Stored data
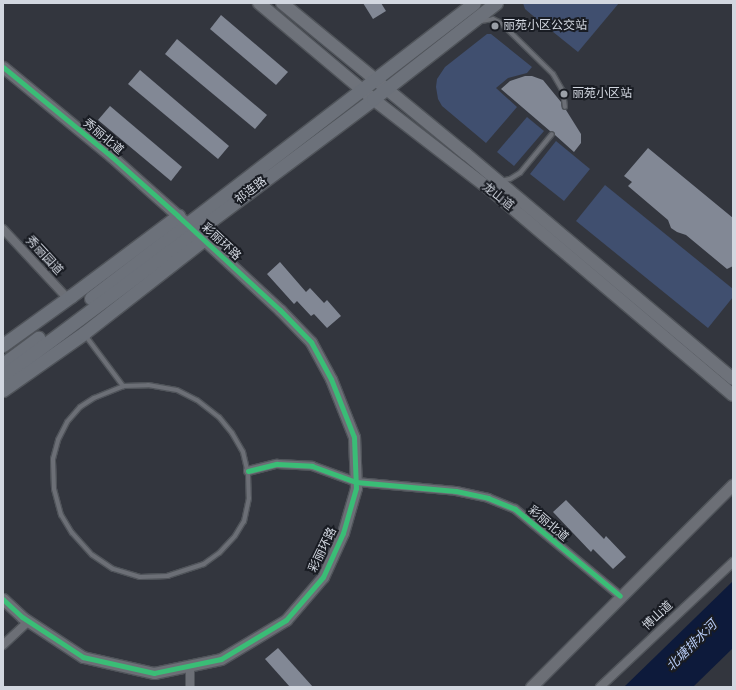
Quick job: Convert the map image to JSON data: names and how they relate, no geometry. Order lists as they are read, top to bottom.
{
  "streets": {
    "main road": ["祁连路", "龙山道"],
    "street": [
      "秀丽北道",
      "彩丽环路",
      "秀丽园道",
      "彩丽北道",
      "博山道"
    ]
  },
  "crossings": [
    ["秀丽北道", "祁连路"],
    ["秀丽北道", "彩丽环路"],
    ["祁连路", "龙山道"],
    ["祁连路", "彩丽环路"],
    ["彩丽环路", "彩丽北道"]
  ],
  "water": ["北塘排水河"],
  "places": ["丽苑小区公交站", "丽苑小区站"]
}
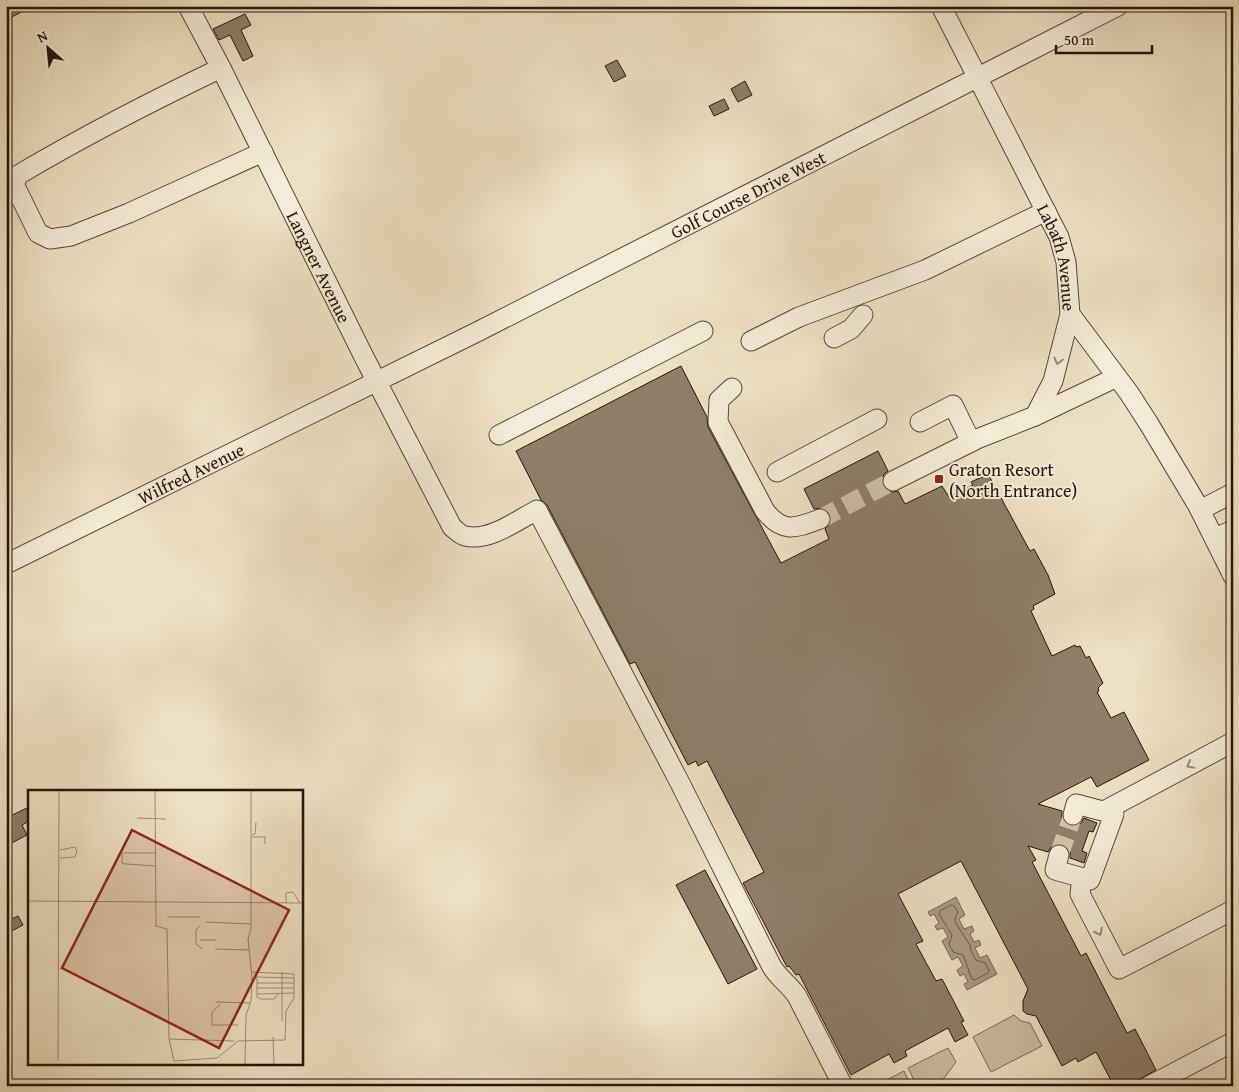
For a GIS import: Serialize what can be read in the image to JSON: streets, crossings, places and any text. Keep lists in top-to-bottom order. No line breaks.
{"streets":{"street":["Golf Course Drive West","Labath Avenue","Langner Avenue","Wilfred Avenue"]},"crossings":[["Golf Course Drive West","Labath Avenue"],["Golf Course Drive West","Langner Avenue"],["Golf Course Drive West","Wilfred Avenue"],["Langner Avenue","Wilfred Avenue"]],"places":{"transit":["Graton Resort (North Entrance)"]},"scale_bar":"50 m","north":"top left"}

- [WHAT IS REQUIRED]: Please print each entry exactly as it stands, without the pictures.

- [TASK RESPONSE]:
Quick job: Convert the map image to JSON data: names and how they relate, no geometry. Order lists as they are read, top to bottom.
{
  "streets": {
    "main road": ["祁连路", "龙山道"],
    "street": [
      "秀丽北道",
      "彩丽环路",
      "秀丽园道",
      "彩丽北道",
      "博山道"
    ]
  },
  "crossings": [
    ["秀丽北道", "祁连路"],
    ["秀丽北道", "彩丽环路"],
    ["祁连路", "龙山道"],
    ["祁连路", "彩丽环路"],
    ["彩丽环路", "彩丽北道"]
  ],
  "water": ["北塘排水河"],
  "places": ["丽苑小区公交站", "丽苑小区站"]
}
For a GIS import: Serialize what can be read in the image to JSON: streets, crossings, places and any text. Keep lists in top-to-bottom order. No line breaks.
{"streets":{"street":["Golf Course Drive West","Labath Avenue","Langner Avenue","Wilfred Avenue"]},"crossings":[["Golf Course Drive West","Labath Avenue"],["Golf Course Drive West","Langner Avenue"],["Golf Course Drive West","Wilfred Avenue"],["Langner Avenue","Wilfred Avenue"]],"places":{"transit":["Graton Resort (North Entrance)"]},"scale_bar":"50 m","north":"top left"}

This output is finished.